My student kept a completely straight face and got a standing ovation. I had to wipe the tears that were coming out of my “good” eye, both because it was so funny I couldn’t stop laughing, and because I was so surprised and grateful to have this amazing group of young thinkers, all of whom were brilliant but ready to be silly, too. An answer like that proves the Jimmy Buffett Anomaly: you can discuss high art and still have a great time doing it. In fact, it likely took a good bit more studying and thought to find the applicable Buffett lyric. And I can’t even think about Alice Munro without hearing Buffett’s voice in my head.

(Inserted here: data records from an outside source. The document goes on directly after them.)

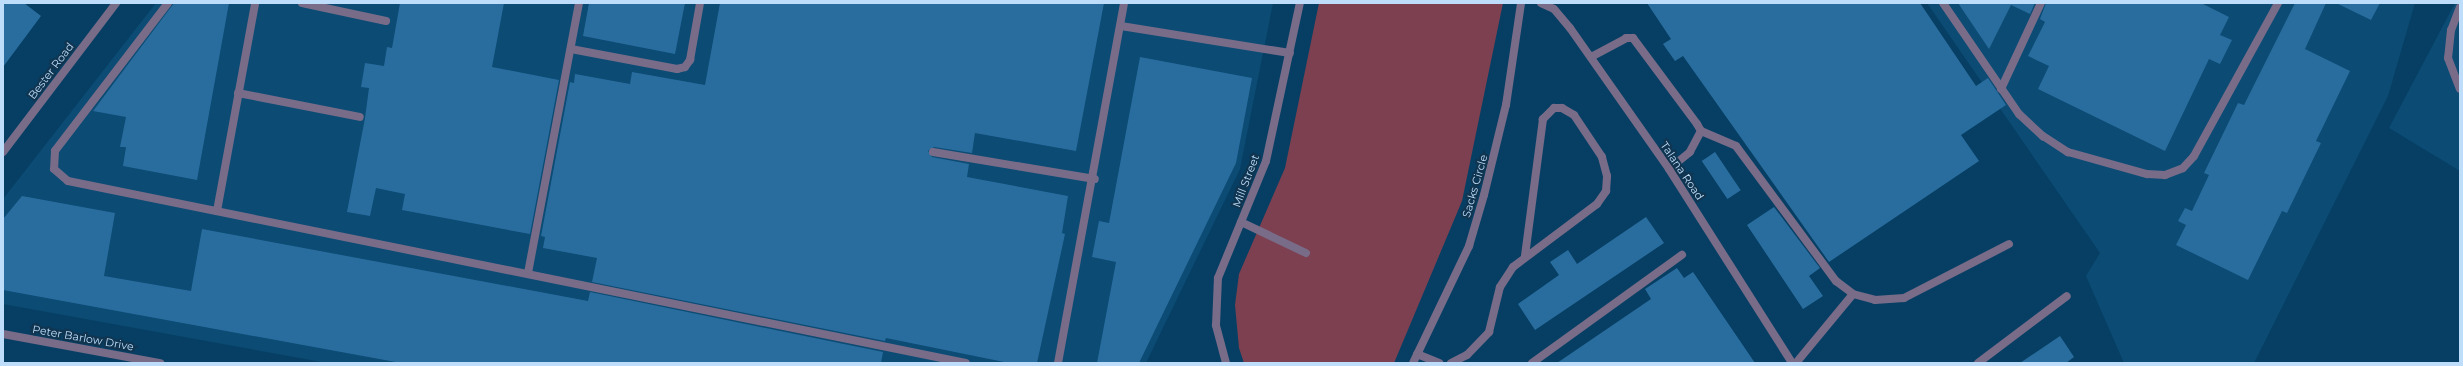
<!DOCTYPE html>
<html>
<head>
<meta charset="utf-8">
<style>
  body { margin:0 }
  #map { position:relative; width:2463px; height:366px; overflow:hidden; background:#073f64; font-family:Montserrat,sans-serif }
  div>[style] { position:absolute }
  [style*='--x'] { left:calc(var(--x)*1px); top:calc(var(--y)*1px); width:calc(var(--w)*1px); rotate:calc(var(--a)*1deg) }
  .built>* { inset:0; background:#0b4b74 }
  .green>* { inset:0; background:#7d4050 }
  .building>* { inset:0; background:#296d9f; transform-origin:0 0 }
  .service>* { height:8px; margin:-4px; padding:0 4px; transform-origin:4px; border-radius:4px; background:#786c89 }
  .minor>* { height:8px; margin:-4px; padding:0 4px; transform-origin:4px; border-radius:4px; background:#786c89 }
  .tertiary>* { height:8px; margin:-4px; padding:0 4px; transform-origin:4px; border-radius:4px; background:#786c89 }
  span { translate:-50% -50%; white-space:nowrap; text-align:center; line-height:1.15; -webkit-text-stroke:4px #11344f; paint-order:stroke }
  .street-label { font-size:11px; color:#bdddfa }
  .frame { position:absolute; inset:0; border:4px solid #bdddfa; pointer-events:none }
</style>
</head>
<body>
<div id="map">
  <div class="built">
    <div style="clip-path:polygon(156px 3px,1273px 3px,1240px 169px,1146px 363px,327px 363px,3px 304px,3px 199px)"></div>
    <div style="clip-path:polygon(1927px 3px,2415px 3px,2388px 96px,2254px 363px,2124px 363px,2086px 276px,2100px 253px)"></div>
    <div style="clip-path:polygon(2455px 3px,2460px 3px,2460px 171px,2389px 128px)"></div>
  </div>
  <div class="green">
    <div style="clip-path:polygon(1319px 3px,1503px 3px,1462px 201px,1394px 363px,1244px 363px,1239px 348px,1235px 305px,1239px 274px,1285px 168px)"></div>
  </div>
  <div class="building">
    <div style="clip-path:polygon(3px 3px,24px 3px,41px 16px,3px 67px)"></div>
    <div style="clip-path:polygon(174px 3px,229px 3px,197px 180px,123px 166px,126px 147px,120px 147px,126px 117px,93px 111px)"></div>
    <div style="clip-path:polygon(400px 3px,504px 3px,492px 67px,559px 80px,530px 234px,402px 210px,405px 194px,376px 188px,370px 216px,347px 212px,365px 118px,369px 88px,361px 87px,365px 63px,384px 66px,387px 47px,392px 48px)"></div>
    <div style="clip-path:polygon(589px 3px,685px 3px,675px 54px,583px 36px)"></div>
    <div style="clip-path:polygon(720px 3px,1104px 3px,1076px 151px,975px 133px,972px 153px,934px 147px,928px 151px,932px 157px,969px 164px,967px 177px,1068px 196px,1062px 233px,1065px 234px,1037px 363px,1009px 363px,886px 338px,885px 341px,592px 282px,597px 258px,543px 248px,545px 237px,541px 236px,570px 82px,574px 83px,575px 74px,630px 84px,632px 72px,705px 85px)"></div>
    <div style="clip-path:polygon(1647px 3px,1920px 3px,1976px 86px,1988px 78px,2006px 105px,1961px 135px,1979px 161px,1829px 262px,1683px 56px,1675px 61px,1663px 44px,1671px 39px)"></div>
    <div style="clip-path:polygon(1958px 3px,2035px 3px,2030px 14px,2011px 5px,1989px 49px)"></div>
    <div style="clip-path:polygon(2046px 3px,2201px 3px,2229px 17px,2220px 35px,2232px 40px,2220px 64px,2209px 59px,2165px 151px,2038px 89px,2049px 66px,2028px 56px,2045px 22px,2040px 19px)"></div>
    <div style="clip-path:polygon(2295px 3px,2326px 3px,2305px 49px,2350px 71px,2316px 141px,2321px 143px,2287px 213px,2282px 211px,2248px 280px,2176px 245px,2186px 225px,2178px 221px,2185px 208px,2192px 211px,2209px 175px,2204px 173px,2238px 103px,2244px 105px)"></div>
    <div style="clip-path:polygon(2336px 3px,2380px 3px,2371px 20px)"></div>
    <div style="clip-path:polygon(1140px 57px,1252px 78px,1236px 163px,1139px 363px,1097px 363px,1116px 262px,1092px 257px,1099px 221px,1109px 223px)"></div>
    <div style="left:1715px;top:152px;width:46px;height:16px;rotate:56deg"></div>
    <div style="clip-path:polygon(22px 196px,115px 213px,104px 276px,191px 291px,202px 229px,588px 301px,590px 292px,883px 352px,881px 363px,401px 363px,3px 290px,3px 219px)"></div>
    <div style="clip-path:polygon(1774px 207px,1820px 268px,1809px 276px,1823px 296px,1803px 309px,1747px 225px)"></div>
    <div style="clip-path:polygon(1646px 217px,1664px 243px,1535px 330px,1518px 304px,1559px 275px,1550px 262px,1568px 250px,1577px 264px)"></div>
    <div style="clip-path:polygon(1677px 268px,1684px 278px,1693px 272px,1755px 363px,1557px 363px,1651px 299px,1645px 289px)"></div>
    <div style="clip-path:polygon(2060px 336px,2074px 357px,2066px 363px,2020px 363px)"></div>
  </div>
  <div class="service">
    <div style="--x:168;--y:3;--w:186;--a:127.4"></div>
    <div style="--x:55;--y:151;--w:18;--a:93"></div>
    <div style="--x:54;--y:169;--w:18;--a:41"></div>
    <div style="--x:68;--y:181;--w:916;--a:11.46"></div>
    <div style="--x:302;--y:3;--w:86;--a:12.1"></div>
    <div style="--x:1943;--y:3;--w:135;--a:55.6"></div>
    <div style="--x:2019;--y:114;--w:33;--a:43"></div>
    <div style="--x:2043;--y:136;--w:30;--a:33"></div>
    <div style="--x:2068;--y:152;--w:82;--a:15.6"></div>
    <div style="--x:2147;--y:174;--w:18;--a:3"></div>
    <div style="--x:2165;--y:175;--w:19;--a:-21"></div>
    <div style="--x:2183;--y:168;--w:16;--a:-47"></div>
    <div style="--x:2194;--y:156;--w:175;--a:-61.2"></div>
    <div style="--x:2460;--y:7;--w:25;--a:111"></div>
    <div style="--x:2451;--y:30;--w:28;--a:96"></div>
    <div style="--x:2448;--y:58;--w:33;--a:69"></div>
    <div style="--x:1121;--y:26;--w:171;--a:9.1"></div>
    <div style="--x:571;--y:49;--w:108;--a:10.7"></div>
    <div style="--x:677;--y:69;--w:8;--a:-14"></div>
    <div style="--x:685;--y:67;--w:9;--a:-54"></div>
    <div style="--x:690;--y:60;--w:58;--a:-80"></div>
    <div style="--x:1591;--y:57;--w:40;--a:-28"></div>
    <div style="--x:1626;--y:38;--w:7;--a:0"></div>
    <div style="--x:1633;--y:38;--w:107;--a:53.3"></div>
    <div style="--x:1697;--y:124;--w:8;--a:60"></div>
    <div style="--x:1701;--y:131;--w:24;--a:118"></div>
    <div style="--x:1690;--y:152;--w:27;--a:141"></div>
    <div style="--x:2001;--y:89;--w:95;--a:-65.1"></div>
    <div style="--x:238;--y:93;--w:124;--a:11.1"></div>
    <div style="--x:1701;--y:131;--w:38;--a:23"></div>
    <div style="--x:1736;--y:146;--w:168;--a:53.5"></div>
    <div style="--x:1836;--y:281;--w:21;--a:37"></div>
    <div style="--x:1853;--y:294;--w:23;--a:15"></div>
    <div style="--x:1875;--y:300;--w:29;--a:-4"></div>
    <div style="--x:1904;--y:298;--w:118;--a:-27.2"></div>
    <div style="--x:933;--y:152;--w:164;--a:9.5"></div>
    <div style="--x:217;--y:211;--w:211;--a:-79.6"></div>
    <div style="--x:1241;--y:222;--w:72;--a:25.5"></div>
    <div style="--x:528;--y:273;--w:275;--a:-79.3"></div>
    <div style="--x:1417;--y:354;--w:24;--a:22"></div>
    <div style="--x:1058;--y:363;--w:366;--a:-79.6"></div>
    <div style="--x:1413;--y:363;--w:130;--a:-64.4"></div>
    <div style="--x:1469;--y:246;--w:53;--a:-73.6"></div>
    <div style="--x:1484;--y:195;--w:93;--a:-76.3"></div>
    <div style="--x:1506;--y:105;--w:103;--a:-81.6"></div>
    <div style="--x:1451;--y:363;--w:18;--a:-27"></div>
    <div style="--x:1467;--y:355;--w:32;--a:-46"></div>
    <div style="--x:1489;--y:332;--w:46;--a:-76.3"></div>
    <div style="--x:1500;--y:287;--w:24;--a:-57"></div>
    <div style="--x:1513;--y:267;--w:105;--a:-36.9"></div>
    <div style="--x:1597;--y:204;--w:16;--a:-55"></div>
    <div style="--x:1606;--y:191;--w:15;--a:-86"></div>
    <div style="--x:1607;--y:176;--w:20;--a:-105"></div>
    <div style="--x:1602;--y:157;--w:50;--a:-123.7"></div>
    <div style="--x:1574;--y:115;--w:14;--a:-150"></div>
    <div style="--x:1562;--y:108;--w:8;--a:180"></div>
    <div style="--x:1554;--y:108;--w:16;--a:135"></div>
    <div style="--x:1543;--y:119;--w:138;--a:97.5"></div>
    <div style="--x:1532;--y:363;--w:185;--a:-35.8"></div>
    <div style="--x:1796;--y:363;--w:89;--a:-50.4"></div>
    <div style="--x:1978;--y:363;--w:111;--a:-37"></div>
  </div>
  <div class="minor">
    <div style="--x:1541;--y:3;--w:14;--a:25"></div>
    <div style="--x:1554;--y:9;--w:25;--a:50"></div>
    <div style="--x:1570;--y:28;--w:172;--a:54.9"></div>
    <div style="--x:1669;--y:169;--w:230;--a:57.6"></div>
    <div style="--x:3;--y:152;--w:187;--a:-52.8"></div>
    <div style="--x:1226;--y:363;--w:39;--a:-105"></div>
    <div style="--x:1216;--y:325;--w:47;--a:-87.6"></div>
    <div style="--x:1218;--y:278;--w:126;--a:-67.7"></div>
    <div style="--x:1266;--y:161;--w:162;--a:-77.9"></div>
  </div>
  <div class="tertiary">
    <div style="--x:3;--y:334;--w:160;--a:10.5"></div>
  </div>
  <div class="street-label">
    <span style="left:51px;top:71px;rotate:-53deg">Bester Road</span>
    <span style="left:1682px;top:171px;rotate:56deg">Talana Road</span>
    <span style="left:1246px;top:181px;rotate:-69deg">Mill Street</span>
    <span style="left:1475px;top:186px;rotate:-74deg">Sacks Circle</span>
    <span style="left:83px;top:338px;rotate:10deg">Peter Barlow Drive</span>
  </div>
  <div class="frame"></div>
</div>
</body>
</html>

Five days later, the school sent the students home for spring break. A few days after that, we told them not to come back for “at least two weeks,” because of a novel coronavirus. My guess is you can sing the rest of this song without me spelling out the words for you.
***
Mother, mother ocean, after all the years I've found
My occupational hazard being my occupation's just not around
I feel like I've drowned, gonna head uptown
I feel like I've drowned, gonna head uptown
***
My first time in LA, I was there for the American Writers & Press Association conference, and my husband Andy came with me. We rented a convertible and he took me to every beach that ever made it in a rock song (we were all over Ventura Boulevard; we saw Laurel Canyon; I finally touched the ocean in Santa Monica; I had a quiet fish dinner during a sunset in Malibu). My favorite moment, though, was immortalized in a picture of Andy and me, our backs to the sunset, on Hermosa Beach. This picture is from about eight months before my stroke. I don’t always recognize the girl in the picture, but it has been my phone background for six years. We’re sort of blurry and shadowed against the flaming sun and ocean— but it’s my favorite because, as I said at the time, “I feel like this could have been an alternate cover for a 45 of ‘Come Monday.’” (It’s still the wallpaper on my phone, actually.)
***
That was a scary year, the pandemic. The next year was scary, too. My freshmen especially have battle scars. But Jimmy the Kid— he MADE it, triumphantly, because I can say— with a straight face— he ‘was impressive. Young and aggressive.’ And though it was terrifying feeling like I was ‘saving the world on [my] own,’ all of the fear, all of the anxiety, the sleepless nights, the moments where I still wonder if I ever made things worse for my flailing students because I, myself, was flailing— well, Buffett’s a true artist. And more than that, I believe in the Jimmy Buffett Theorem. You can be happy and successful. We’ve established that. I’ll let Buffett wrap this up with his words.
“Some of it’s magic/ Some of it’s tragic/ But [we have] a good life, all the way.”
Rest in peace, Jimmy Buffett. May you find the life of a pirate you always dreamed about.